(Records for this task Opens)

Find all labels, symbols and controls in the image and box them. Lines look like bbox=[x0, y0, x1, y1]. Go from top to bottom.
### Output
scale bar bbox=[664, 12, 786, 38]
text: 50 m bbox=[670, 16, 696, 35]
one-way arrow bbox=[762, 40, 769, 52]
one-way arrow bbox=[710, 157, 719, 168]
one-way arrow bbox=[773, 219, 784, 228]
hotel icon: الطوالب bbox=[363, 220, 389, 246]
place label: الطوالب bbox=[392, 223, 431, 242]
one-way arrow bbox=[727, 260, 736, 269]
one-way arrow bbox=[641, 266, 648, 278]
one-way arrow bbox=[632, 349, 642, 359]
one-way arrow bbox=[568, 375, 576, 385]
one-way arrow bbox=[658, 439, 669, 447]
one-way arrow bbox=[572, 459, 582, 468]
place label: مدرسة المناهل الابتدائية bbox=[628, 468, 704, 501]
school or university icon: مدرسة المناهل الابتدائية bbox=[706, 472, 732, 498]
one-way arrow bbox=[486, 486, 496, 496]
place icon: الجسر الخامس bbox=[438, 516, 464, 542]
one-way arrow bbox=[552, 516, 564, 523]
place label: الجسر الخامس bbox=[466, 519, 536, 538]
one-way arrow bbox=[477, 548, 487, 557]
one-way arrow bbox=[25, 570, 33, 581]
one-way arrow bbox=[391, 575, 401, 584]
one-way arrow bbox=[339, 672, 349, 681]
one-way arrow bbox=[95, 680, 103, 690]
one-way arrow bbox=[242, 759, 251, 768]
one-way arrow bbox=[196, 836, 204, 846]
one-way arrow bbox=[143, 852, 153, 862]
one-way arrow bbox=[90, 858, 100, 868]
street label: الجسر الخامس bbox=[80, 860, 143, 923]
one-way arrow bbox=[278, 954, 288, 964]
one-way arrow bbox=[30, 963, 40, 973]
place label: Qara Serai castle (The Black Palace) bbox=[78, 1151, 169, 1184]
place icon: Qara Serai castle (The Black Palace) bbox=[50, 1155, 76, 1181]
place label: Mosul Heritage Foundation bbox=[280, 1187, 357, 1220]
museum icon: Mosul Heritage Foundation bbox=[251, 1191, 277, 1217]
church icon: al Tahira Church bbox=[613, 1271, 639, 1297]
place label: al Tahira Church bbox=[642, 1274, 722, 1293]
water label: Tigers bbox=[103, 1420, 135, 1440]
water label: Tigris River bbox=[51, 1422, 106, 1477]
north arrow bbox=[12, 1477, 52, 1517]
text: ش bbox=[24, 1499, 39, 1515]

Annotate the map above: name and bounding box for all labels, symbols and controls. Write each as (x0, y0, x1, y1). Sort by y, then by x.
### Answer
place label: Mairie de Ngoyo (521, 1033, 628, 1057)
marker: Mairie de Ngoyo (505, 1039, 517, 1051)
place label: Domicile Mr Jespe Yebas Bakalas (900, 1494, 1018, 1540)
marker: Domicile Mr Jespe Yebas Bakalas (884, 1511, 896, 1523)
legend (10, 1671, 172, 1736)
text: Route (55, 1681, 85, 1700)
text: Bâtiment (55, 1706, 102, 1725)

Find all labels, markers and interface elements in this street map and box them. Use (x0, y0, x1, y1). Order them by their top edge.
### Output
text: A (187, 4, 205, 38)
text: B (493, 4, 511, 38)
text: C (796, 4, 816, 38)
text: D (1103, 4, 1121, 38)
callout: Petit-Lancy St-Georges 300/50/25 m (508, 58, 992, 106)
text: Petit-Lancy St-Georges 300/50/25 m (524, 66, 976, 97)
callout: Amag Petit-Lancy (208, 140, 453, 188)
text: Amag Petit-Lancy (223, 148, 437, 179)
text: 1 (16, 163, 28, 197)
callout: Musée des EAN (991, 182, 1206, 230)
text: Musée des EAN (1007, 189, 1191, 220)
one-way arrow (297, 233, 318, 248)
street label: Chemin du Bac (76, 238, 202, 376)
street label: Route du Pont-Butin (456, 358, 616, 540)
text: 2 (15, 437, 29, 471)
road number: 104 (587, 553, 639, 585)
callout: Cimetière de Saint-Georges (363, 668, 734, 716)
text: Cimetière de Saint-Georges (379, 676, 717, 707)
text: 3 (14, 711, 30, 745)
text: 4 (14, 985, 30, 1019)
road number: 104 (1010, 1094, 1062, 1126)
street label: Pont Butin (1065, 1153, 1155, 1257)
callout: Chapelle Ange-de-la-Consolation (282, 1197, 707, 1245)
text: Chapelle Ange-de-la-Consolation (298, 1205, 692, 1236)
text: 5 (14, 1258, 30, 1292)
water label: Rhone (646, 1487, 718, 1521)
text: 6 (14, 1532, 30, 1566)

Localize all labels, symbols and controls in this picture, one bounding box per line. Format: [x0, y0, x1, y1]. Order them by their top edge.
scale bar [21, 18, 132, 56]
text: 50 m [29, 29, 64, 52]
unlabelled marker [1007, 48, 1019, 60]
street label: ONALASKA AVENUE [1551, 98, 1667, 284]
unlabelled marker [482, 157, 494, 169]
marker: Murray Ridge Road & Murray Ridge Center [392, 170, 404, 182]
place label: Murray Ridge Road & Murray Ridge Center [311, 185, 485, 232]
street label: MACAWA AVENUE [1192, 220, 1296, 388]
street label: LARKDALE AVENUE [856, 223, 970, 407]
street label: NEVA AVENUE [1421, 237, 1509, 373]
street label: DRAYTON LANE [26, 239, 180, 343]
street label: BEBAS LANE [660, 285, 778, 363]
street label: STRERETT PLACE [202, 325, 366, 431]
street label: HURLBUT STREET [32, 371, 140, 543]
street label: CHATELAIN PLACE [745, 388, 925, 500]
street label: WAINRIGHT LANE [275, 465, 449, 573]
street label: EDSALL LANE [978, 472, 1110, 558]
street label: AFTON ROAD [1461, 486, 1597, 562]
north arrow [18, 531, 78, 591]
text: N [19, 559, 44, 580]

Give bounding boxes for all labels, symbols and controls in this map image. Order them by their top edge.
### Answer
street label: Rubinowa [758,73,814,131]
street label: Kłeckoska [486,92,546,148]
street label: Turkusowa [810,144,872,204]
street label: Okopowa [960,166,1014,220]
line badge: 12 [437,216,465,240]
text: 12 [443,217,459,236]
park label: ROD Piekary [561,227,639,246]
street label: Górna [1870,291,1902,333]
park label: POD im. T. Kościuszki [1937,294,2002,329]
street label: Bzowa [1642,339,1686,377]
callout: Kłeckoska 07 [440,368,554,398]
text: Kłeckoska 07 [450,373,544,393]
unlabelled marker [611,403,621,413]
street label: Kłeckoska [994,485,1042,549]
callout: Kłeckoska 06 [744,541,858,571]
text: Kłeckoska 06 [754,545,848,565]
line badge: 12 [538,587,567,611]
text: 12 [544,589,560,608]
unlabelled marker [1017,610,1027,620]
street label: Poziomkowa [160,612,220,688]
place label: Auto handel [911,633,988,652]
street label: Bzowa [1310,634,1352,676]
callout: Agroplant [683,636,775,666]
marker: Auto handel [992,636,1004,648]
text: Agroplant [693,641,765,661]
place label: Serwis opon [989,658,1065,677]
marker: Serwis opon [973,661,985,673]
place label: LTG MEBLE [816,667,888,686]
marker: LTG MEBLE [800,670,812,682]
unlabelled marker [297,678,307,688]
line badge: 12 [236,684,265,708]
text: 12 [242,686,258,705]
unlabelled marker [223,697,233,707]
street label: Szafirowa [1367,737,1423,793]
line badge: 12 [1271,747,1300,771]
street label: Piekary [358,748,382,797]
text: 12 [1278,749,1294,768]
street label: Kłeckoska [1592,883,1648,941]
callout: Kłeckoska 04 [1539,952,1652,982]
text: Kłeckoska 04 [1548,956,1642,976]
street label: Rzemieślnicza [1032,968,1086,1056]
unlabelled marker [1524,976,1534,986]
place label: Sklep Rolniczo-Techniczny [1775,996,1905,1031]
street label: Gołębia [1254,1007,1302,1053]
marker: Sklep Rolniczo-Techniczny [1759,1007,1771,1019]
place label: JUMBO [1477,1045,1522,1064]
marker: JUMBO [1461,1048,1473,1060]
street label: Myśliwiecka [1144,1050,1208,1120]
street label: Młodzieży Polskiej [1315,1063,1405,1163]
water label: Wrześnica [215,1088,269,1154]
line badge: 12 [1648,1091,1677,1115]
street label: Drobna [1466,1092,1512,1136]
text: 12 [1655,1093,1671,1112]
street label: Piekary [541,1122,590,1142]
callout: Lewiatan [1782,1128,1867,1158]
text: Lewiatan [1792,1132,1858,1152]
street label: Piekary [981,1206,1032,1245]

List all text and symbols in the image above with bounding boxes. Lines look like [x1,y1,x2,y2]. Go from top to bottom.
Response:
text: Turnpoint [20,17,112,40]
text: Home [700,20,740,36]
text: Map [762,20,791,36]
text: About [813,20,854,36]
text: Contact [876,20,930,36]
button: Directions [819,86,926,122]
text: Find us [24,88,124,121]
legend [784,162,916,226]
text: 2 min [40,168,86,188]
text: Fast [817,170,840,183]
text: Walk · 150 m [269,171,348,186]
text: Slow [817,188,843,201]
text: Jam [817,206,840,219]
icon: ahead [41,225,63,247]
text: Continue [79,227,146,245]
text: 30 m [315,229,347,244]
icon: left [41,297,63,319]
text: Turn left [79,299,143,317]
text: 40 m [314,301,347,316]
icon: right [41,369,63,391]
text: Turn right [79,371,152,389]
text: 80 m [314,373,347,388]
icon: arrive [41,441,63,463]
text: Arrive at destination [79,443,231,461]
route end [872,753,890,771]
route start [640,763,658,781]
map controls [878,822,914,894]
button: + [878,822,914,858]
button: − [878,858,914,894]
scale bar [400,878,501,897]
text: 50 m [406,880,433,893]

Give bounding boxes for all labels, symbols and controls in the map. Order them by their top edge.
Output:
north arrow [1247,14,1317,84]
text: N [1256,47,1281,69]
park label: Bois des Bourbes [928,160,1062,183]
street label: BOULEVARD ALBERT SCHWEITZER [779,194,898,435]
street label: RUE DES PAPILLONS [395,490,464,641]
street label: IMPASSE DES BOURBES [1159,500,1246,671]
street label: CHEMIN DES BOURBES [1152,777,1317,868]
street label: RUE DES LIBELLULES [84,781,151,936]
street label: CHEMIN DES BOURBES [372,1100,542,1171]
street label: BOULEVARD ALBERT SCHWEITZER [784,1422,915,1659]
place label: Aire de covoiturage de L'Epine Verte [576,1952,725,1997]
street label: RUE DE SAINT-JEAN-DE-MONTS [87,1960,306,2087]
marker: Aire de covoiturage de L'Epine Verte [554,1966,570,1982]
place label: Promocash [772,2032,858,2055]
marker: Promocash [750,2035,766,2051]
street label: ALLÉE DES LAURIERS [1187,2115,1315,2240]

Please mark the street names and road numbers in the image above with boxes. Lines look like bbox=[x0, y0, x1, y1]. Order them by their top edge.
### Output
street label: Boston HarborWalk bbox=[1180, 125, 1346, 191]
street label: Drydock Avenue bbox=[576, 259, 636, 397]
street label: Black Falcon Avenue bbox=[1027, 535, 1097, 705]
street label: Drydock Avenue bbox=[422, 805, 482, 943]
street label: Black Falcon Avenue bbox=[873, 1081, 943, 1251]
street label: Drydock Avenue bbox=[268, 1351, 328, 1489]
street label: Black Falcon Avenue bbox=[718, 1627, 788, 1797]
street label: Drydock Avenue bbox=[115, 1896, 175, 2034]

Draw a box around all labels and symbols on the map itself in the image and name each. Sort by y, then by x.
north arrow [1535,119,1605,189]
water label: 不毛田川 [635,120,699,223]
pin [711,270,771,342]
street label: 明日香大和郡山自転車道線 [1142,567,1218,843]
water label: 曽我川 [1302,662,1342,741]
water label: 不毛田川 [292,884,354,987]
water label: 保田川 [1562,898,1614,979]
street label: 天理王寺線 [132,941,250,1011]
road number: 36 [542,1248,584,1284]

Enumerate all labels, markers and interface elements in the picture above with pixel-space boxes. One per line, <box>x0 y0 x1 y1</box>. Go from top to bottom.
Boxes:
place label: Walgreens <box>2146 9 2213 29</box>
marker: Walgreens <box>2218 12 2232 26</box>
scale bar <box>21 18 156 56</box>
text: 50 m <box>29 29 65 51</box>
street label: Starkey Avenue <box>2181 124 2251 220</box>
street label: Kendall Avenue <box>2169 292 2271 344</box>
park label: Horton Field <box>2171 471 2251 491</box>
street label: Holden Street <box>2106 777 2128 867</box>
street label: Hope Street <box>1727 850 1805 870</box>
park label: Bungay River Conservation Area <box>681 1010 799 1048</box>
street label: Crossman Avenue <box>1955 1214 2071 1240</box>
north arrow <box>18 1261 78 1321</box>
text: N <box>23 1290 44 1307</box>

(Records for this task Closes)

Your instructions =>
For each line in the data that holds the word "callout", copy the line.

Solution for this task =>
callout: Petit-Lancy St-Georges 300/50/25 m (508, 58, 992, 106)
callout: Amag Petit-Lancy (208, 140, 453, 188)
callout: Musée des EAN (991, 182, 1206, 230)
callout: Cimetière de Saint-Georges (363, 668, 734, 716)
callout: Chapelle Ange-de-la-Consolation (282, 1197, 707, 1245)
callout: Kłeckoska 07 [440,368,554,398]
callout: Kłeckoska 06 [744,541,858,571]
callout: Agroplant [683,636,775,666]
callout: Kłeckoska 04 [1539,952,1652,982]
callout: Lewiatan [1782,1128,1867,1158]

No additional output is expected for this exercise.